Rank	Configuration	Accuracy	Delta	HC Accuracy	Brier	AUC	Impact
1	Vegas Spread	68.0%	+1.2%	86.7%	0.222	0.715	✅ HELPFUL
2	Momentum Features	67.6%	+0.8%	92.3%	0.221	0.724	✅ HELPFUL
3	Temporal Weighting	67.2%	+0.4%	76.0%	0.221	0.715	⚪ NEUTRAL
4	BASELINE	66.8%	0.0%	73.3%	0.221	0.718	-
5	Full Week 10+	65.2%	-1.6%	85.7%	0.219	0.717	❌ HARMFUL
6	Injury Estimates	63.7%	-3.1%	82.4%	0.224	0.702	❌ HARMFUL
7	Defensive Stats	62.9%	-3.9%	83.3%	0.223	0.701	❌ HARMFUL
8	Depth + 4th Model	62.9%	-3.9%	80.8%	0.225	0.700	❌ HARMFUL

Surprising Findings

1. Vegas Spread: Expected Harmful, Actually Helpful (+1.2%)
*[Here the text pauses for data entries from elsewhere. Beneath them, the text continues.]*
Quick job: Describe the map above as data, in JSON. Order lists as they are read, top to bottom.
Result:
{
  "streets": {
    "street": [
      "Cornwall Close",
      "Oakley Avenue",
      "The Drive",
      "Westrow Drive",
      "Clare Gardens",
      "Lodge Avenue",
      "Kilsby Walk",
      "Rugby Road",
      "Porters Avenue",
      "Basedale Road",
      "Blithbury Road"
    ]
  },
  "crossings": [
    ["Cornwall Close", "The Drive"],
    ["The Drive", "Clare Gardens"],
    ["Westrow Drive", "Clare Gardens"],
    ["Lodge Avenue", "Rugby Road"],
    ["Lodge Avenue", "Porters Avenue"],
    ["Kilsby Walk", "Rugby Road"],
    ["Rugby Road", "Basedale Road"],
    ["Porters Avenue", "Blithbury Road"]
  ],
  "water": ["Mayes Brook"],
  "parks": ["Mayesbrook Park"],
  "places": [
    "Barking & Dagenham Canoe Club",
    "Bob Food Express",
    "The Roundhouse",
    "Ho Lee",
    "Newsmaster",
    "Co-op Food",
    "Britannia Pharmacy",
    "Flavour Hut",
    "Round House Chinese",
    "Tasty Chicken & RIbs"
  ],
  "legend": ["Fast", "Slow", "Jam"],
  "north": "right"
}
Expected: -3 to -5% (circular dependency) Actual: +1.2% improvement

Why the discrepancy?

In the ablation study, vegas_spread was set to 0 (placeholder)
So the improvement came from the feature structure, not actual values
Adding an extra feature may have helped RFE select better combinations
OR: The feature name triggered different model behavior

Implication:

Don't add vegas_spread with real values (still circular)
But the feature SLOT helped model selection somehow
This needs further investigation

Action: Test with real vegas spread values to see if still helpful

2. Momentum Features: Expected Harmful, Actually Helpful (+0.8%)

Expected: -2 to -4% (overfitted to 2024) Actual: +0.8% improvement, 92.3% HC accuracy (best!)

Why the discrepancy?

2024 was a stable year, momentum actually predictive
Implementation in study may differ from Week 10-14 production
Small sample (3 games) worked well in 2024 specifically

Caution:

92.3% HC accuracy in 2024 doesn't guarantee same in 2025
Your Week 13-14 showed 33.3% HC accuracy (massive discrepancy)
Something different between study and production implementation

Action:

Verify momentum calculation matches between study and Week 10-14
Test momentum on 2023 and 2022 data (not just 2024)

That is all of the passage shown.